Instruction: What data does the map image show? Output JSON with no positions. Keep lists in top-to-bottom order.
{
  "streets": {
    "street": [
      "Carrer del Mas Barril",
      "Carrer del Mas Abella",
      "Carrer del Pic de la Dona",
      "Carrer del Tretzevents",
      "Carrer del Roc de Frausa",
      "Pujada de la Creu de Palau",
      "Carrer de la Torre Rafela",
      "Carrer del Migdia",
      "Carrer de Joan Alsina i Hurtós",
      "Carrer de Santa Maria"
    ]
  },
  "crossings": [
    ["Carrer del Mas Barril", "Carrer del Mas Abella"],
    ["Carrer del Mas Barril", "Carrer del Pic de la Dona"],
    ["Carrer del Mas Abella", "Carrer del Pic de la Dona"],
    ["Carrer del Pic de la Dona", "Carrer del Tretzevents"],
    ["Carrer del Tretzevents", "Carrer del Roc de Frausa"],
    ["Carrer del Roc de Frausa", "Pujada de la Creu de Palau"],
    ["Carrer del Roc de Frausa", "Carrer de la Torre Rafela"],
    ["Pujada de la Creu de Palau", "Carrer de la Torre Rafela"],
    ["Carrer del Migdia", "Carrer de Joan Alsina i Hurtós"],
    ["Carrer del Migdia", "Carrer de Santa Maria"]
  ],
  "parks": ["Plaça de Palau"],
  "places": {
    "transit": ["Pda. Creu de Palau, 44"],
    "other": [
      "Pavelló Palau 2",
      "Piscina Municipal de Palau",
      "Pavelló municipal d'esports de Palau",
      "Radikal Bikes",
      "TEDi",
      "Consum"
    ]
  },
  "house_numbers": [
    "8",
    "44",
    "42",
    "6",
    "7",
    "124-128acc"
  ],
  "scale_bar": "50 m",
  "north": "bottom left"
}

=======

__WORK INSTRUCTION__.
Transcribe all of the data, keeping every line identical.

__ANSWER TO THIS PROBLEM__.
Instruction: What data does the map image show? Output JSON with no positions. Keep lists in top-to-bottom order.
{
  "streets": {
    "street": [
      "Carrer del Mas Barril",
      "Carrer del Mas Abella",
      "Carrer del Pic de la Dona",
      "Carrer del Tretzevents",
      "Carrer del Roc de Frausa",
      "Pujada de la Creu de Palau",
      "Carrer de la Torre Rafela",
      "Carrer del Migdia",
      "Carrer de Joan Alsina i Hurtós",
      "Carrer de Santa Maria"
    ]
  },
  "crossings": [
    ["Carrer del Mas Barril", "Carrer del Mas Abella"],
    ["Carrer del Mas Barril", "Carrer del Pic de la Dona"],
    ["Carrer del Mas Abella", "Carrer del Pic de la Dona"],
    ["Carrer del Pic de la Dona", "Carrer del Tretzevents"],
    ["Carrer del Tretzevents", "Carrer del Roc de Frausa"],
    ["Carrer del Roc de Frausa", "Pujada de la Creu de Palau"],
    ["Carrer del Roc de Frausa", "Carrer de la Torre Rafela"],
    ["Pujada de la Creu de Palau", "Carrer de la Torre Rafela"],
    ["Carrer del Migdia", "Carrer de Joan Alsina i Hurtós"],
    ["Carrer del Migdia", "Carrer de Santa Maria"]
  ],
  "parks": ["Plaça de Palau"],
  "places": {
    "transit": ["Pda. Creu de Palau, 44"],
    "other": [
      "Pavelló Palau 2",
      "Piscina Municipal de Palau",
      "Pavelló municipal d'esports de Palau",
      "Radikal Bikes",
      "TEDi",
      "Consum"
    ]
  },
  "house_numbers": [
    "8",
    "44",
    "42",
    "6",
    "7",
    "124-128acc"
  ],
  "scale_bar": "50 m",
  "north": "bottom left"
}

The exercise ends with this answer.